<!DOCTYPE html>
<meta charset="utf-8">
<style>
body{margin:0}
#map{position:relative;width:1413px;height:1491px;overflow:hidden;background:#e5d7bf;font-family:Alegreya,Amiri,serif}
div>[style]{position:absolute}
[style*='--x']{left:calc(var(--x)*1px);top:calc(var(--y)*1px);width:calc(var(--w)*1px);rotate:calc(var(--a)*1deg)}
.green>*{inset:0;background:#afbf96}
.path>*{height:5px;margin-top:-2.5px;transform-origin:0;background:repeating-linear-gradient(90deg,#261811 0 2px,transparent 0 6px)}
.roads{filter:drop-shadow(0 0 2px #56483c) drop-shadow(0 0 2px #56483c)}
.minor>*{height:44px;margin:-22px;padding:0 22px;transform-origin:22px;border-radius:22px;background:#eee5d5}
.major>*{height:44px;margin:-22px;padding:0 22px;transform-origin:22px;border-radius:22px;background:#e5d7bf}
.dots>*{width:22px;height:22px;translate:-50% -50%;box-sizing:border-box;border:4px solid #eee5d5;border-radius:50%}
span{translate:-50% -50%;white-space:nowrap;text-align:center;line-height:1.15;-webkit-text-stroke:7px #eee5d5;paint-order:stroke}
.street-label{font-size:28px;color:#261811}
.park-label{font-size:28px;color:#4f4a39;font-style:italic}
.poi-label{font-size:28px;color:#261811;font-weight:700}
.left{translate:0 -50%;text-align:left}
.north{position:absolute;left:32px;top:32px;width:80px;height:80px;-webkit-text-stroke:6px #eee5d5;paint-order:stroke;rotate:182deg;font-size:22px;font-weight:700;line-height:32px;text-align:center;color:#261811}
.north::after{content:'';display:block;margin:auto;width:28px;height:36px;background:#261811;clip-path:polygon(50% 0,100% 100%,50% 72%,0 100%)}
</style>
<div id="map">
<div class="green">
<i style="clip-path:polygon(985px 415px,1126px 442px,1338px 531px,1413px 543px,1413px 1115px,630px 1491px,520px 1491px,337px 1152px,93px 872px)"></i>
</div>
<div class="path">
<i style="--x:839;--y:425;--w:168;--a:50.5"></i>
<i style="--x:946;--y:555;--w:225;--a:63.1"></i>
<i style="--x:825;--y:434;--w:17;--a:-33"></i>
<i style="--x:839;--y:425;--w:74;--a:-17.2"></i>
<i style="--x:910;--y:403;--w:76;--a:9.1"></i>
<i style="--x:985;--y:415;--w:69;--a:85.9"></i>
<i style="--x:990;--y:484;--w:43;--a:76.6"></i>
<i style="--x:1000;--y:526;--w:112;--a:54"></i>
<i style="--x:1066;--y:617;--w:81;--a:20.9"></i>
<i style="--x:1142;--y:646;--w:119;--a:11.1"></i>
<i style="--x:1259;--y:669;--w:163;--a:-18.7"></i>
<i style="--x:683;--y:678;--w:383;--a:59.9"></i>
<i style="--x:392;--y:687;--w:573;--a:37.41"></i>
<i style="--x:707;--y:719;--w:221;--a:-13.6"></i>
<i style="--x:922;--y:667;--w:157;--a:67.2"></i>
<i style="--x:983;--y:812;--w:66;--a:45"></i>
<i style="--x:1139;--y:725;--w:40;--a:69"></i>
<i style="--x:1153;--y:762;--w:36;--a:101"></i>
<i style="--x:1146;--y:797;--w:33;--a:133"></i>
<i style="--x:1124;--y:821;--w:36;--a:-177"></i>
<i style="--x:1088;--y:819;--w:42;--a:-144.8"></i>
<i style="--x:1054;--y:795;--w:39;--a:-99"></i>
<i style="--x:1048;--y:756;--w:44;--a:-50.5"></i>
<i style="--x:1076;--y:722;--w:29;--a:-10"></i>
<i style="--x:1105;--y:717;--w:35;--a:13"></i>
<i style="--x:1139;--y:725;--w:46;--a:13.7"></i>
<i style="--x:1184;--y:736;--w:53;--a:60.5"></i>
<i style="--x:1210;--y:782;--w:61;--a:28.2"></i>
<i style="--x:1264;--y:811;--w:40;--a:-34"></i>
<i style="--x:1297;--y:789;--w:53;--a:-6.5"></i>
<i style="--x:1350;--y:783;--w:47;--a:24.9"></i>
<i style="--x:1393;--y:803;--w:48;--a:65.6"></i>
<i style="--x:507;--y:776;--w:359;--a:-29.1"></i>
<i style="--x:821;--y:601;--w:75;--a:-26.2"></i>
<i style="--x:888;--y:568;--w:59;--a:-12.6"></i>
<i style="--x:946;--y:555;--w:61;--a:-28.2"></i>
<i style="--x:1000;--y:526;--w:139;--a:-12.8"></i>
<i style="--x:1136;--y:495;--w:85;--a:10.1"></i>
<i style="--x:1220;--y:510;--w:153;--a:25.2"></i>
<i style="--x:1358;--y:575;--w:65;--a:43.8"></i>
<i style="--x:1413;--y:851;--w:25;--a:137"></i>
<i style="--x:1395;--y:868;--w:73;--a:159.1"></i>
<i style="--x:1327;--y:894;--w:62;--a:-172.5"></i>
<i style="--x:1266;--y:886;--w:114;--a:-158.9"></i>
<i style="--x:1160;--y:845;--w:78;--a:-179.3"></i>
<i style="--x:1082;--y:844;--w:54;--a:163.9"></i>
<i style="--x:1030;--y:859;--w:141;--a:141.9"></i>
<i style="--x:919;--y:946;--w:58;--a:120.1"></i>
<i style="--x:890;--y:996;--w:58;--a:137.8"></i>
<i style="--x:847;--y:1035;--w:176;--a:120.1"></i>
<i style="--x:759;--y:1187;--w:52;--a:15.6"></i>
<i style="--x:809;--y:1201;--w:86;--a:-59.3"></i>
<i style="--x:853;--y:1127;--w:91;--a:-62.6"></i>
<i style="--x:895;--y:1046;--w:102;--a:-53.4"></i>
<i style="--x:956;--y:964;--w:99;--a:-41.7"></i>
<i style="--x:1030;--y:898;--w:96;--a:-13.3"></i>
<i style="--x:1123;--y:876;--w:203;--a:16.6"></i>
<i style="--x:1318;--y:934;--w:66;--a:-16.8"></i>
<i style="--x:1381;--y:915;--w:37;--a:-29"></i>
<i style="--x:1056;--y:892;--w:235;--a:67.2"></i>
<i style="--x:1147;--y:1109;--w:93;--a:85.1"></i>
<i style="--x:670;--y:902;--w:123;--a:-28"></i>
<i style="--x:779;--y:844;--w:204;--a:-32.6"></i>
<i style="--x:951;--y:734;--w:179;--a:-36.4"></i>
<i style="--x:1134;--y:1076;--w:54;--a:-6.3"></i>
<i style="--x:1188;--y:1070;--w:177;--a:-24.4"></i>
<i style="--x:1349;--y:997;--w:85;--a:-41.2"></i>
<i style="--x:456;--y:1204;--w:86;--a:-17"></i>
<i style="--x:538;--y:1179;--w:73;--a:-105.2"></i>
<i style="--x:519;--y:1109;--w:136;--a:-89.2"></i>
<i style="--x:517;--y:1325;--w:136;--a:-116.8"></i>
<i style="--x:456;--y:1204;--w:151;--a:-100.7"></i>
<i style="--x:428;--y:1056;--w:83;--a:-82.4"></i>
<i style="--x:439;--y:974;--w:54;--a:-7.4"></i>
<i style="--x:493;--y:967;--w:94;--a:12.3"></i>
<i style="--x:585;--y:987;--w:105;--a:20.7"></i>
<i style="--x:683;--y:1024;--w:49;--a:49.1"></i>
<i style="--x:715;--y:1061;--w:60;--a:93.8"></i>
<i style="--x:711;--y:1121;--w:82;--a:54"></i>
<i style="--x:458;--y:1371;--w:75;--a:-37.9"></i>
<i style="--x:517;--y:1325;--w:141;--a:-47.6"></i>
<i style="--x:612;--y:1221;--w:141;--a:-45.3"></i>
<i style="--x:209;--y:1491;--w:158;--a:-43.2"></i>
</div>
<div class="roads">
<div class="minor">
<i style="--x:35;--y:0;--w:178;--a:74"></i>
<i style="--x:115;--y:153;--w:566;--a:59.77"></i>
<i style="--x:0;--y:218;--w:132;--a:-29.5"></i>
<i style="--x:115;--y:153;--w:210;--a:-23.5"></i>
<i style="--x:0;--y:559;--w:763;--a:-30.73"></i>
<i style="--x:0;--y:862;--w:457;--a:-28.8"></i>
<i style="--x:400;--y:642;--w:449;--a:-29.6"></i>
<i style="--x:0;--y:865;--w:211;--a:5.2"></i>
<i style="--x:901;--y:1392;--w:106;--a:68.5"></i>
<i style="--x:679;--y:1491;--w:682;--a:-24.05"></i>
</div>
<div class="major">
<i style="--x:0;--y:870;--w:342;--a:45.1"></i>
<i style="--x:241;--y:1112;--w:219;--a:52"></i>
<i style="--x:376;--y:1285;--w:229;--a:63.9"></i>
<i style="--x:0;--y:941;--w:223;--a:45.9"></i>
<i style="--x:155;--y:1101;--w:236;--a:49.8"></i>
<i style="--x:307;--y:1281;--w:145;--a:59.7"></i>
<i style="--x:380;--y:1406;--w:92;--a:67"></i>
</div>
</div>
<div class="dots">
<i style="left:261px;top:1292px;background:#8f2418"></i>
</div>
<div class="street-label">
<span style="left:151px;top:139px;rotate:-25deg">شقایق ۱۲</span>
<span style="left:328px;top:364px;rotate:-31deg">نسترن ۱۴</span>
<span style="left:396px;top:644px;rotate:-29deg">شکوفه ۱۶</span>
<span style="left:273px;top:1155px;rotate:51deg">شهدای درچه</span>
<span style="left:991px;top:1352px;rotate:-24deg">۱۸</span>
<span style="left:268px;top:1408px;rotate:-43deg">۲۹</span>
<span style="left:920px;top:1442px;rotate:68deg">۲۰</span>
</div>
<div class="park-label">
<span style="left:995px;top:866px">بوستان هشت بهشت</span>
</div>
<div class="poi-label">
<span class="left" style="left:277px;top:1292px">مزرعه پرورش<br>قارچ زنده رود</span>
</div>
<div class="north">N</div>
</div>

+---+

• Directions:
Write down how many lines of the data above contain the string "color", and include nothing besides that number.

• Solution to this exercise:
4